On Monday, he incorporated the reduction into his criticism of how money from a new $1.9 trillion federal stimulus package will be distributed to states. The distribution involves looking at state unemployment rates, but DeSantis contends it should be based on population.

The state of Florida, along with local counties and cities, could get at least $17 billion from the relief package. But DeSantis contends the allocation could be about $2 billion higher if the federal government used population numbers and that Florida is being penalized for having a relatively low unemployment rate.

By Wednesday, DeSantis was calling the stimulus “bailout for blue states,” while his predecessor, U.S. Sen. Rick Scott, implored governors and local governments to reject the approximately $360 billion heading their way through the federal package.

In a letter released Wednesday, Scott, who served two terms as governor before getting elected to the Senate in 2018, called the package “massive, wasteful and non-targeted."

“By rejecting and returning any unneeded funds, as well as funds unrelated to COVID-19, you would be taking responsible action to avoid wasting scarce tax dollars,” Scott wrote. “After all, every dollar in this package is borrowed.” 

The Florida Department of Economic Opportunity will post the state’s January unemployment figures on Monday. Since March 15, 2020, the department has handled about 6.5 million claims, which have resulted in nearly 2.3 million claimants receiving more than $23.7 billion in state and federal assistance. 

The number of new claims last week marked the lowest total since 6,463 claims came in the week ending March 14, 2020. The total leaped to 74,313 the following week, as the pandemic began causing businesses to shut down or scale back operations.

The weekly peak came April 18, when 506,670 claims were submitted. 

With the jobless numbers improving and residents getting COVID-19 vaccinations, Florida’s chief investment officer Ash Williams, the executive director of the State Board of Administration, cautioned DeSantis and Cabinet members on Tuesday about the potential of short-term inflation.
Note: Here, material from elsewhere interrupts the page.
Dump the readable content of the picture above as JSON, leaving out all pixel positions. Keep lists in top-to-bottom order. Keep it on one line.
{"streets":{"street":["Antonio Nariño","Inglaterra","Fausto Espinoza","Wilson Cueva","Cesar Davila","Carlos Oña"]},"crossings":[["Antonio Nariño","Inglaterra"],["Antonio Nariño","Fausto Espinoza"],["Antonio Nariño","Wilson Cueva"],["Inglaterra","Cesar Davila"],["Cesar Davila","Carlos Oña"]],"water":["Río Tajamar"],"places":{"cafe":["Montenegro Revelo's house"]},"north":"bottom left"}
Williams noted that similar inflation concerns were raised more than a decade ago as stimulus money was approved to reduce the impacts of the recession from 2007 to 2009.
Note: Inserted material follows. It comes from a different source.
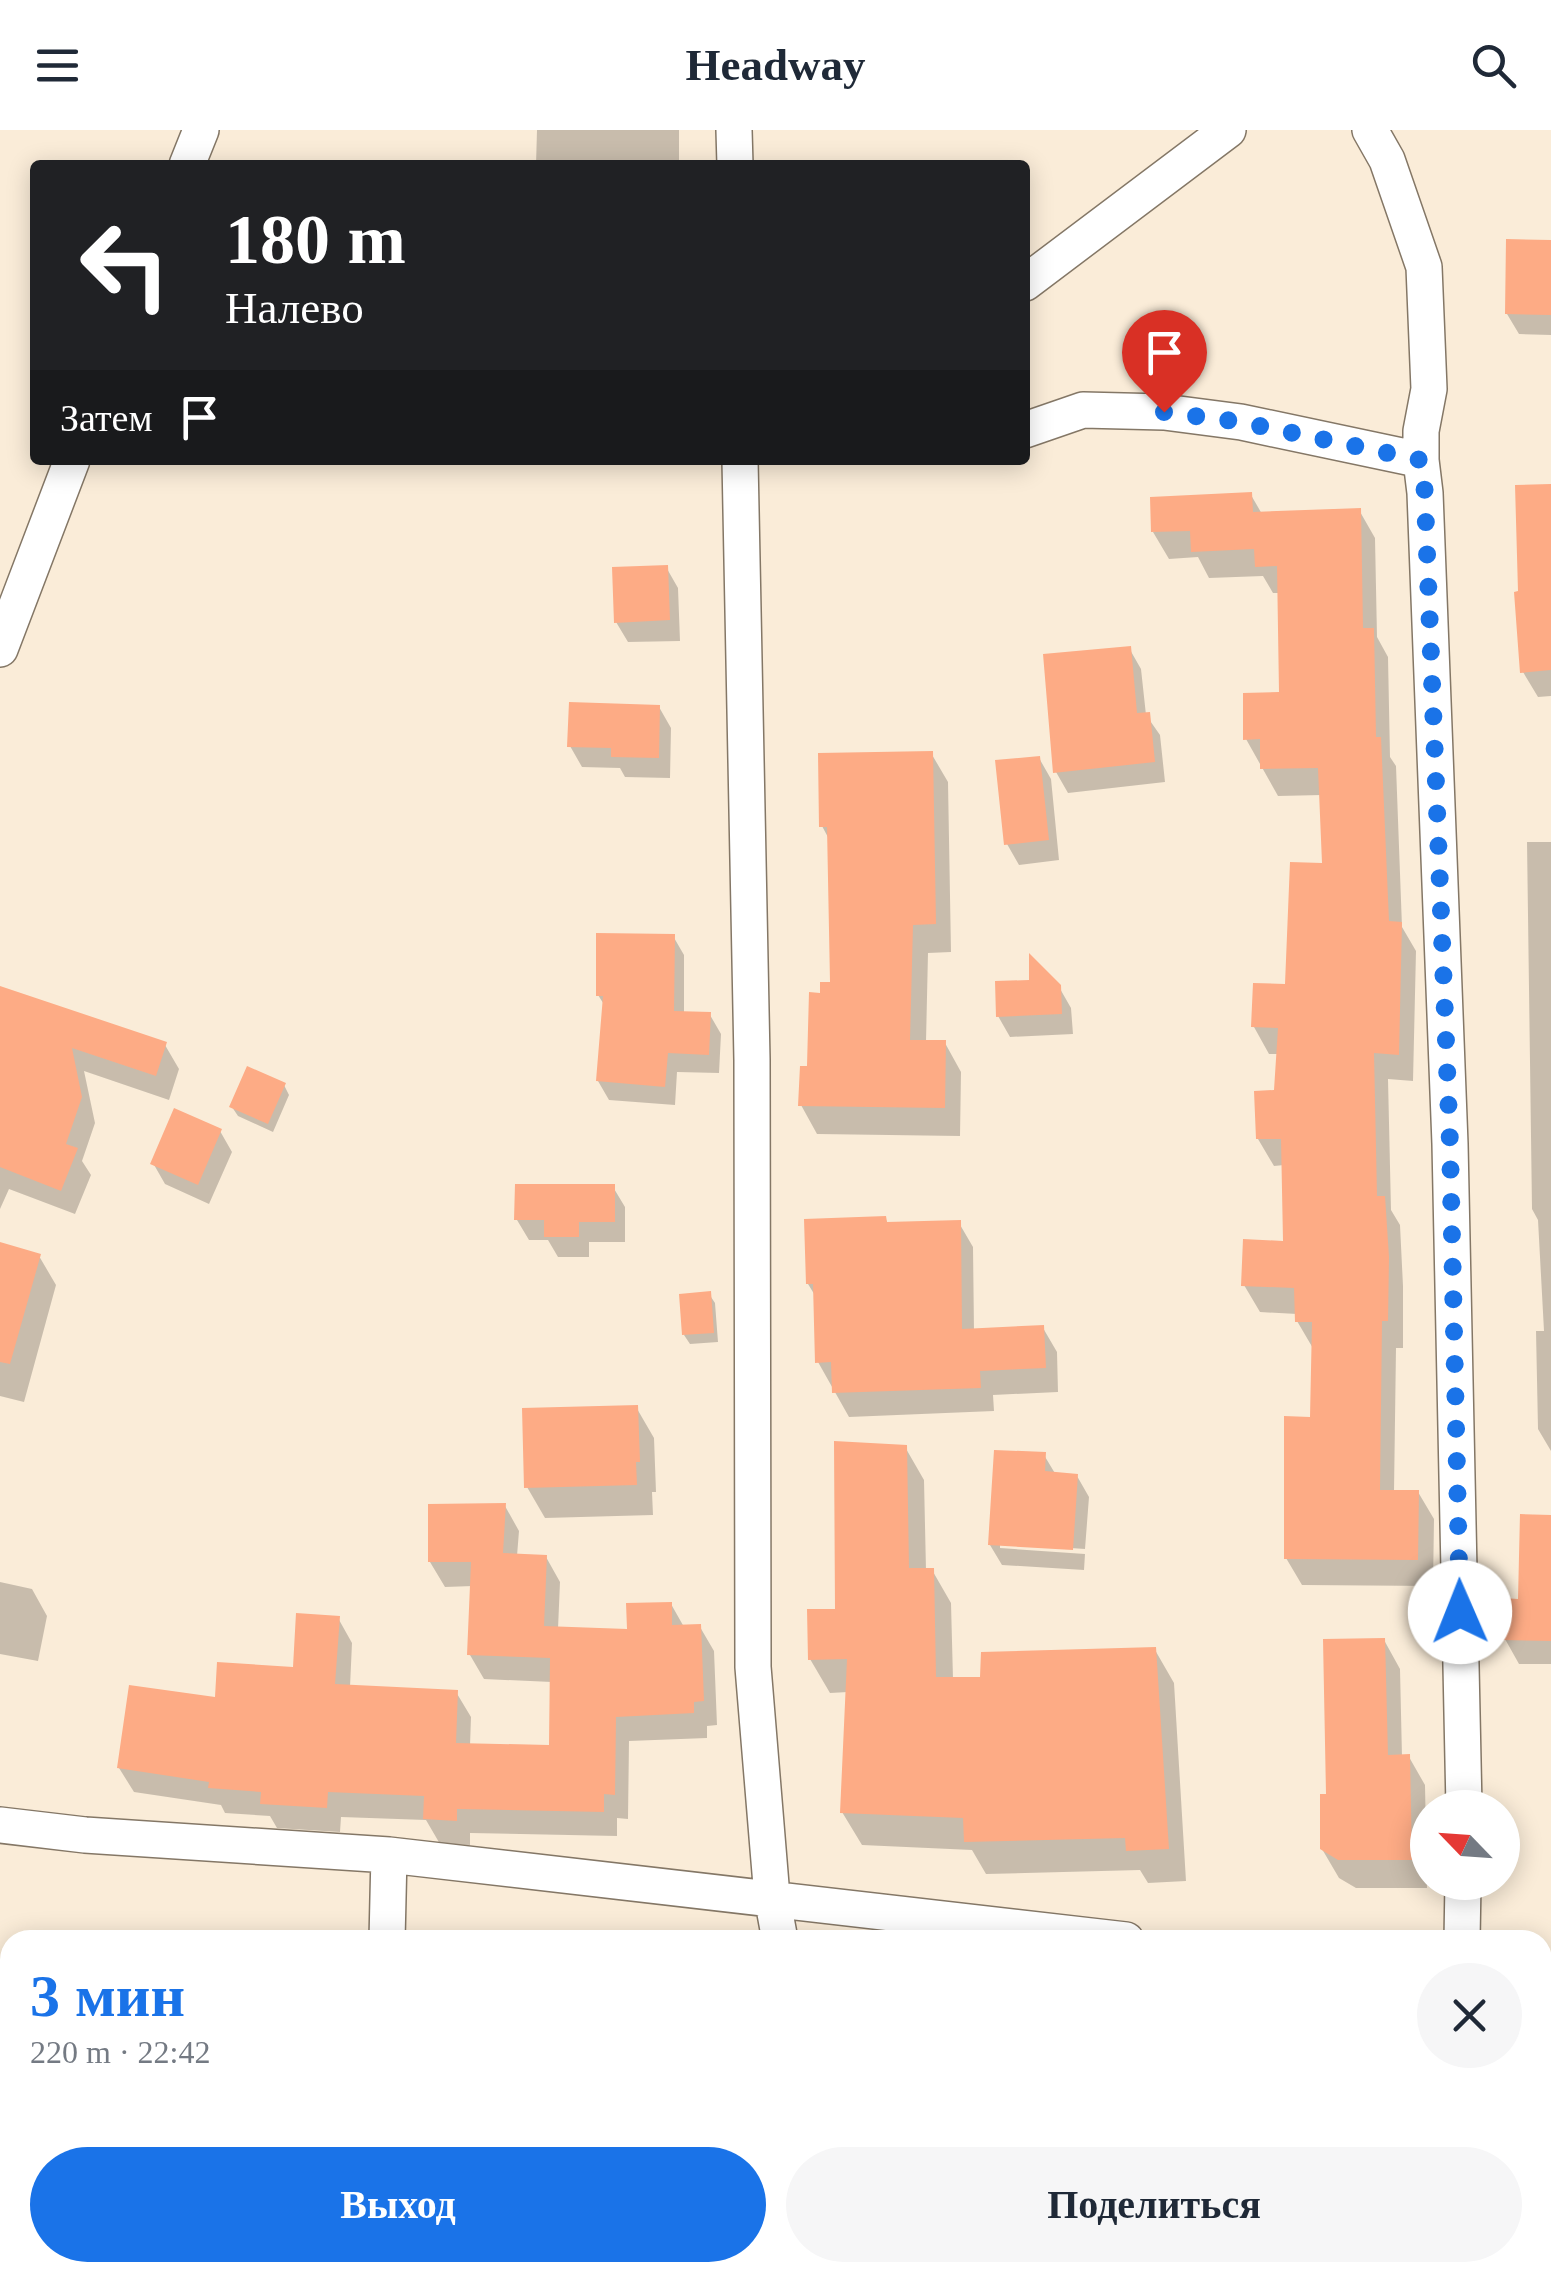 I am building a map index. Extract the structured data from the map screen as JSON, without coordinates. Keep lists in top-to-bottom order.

“The view was there could be hyperinflation within two years,” Williams said about the recession. “In fact, none of that has happened. We've been in a disinflationary environment. I kind of think we're probably at the end of that road now and we’re starting to see indicators of inflation in the pipeline.”

Among the indicators, Williams said, are rising petroleum prices without airlines flying at full capacity and cruise ships operating, lumber futures up from a year ago and shortages in appliances, furniture and other construction needs.

All of that signals tightening supplies, Williams said. 

Williams said labor could next be in demand, anecdotally noting that the chairman of a major hotel chain recently told him about a dramatic increase in bookings for wedding receptions, graduation parties and other events delayed by the pandemic.

“As this gentleman said to me, we will be hiring tens of thousands, not thousands, tens of thousands of people to reopen hotels,” Williams said. “Hotels are very, very labor intensive. And we’ve got a lot of huge ones in Florida. And when that reopening happens, he (the hotel chairman) thought there was a reasonable argument that within a year or two we will see a labor shortage, in which case wages are going to climb, in which case you have more cost pressures. And as restaurants go to full service, they're very, very labor intensive as well. And you're going to see a lot of people coming back into the workforce that weren't there before.”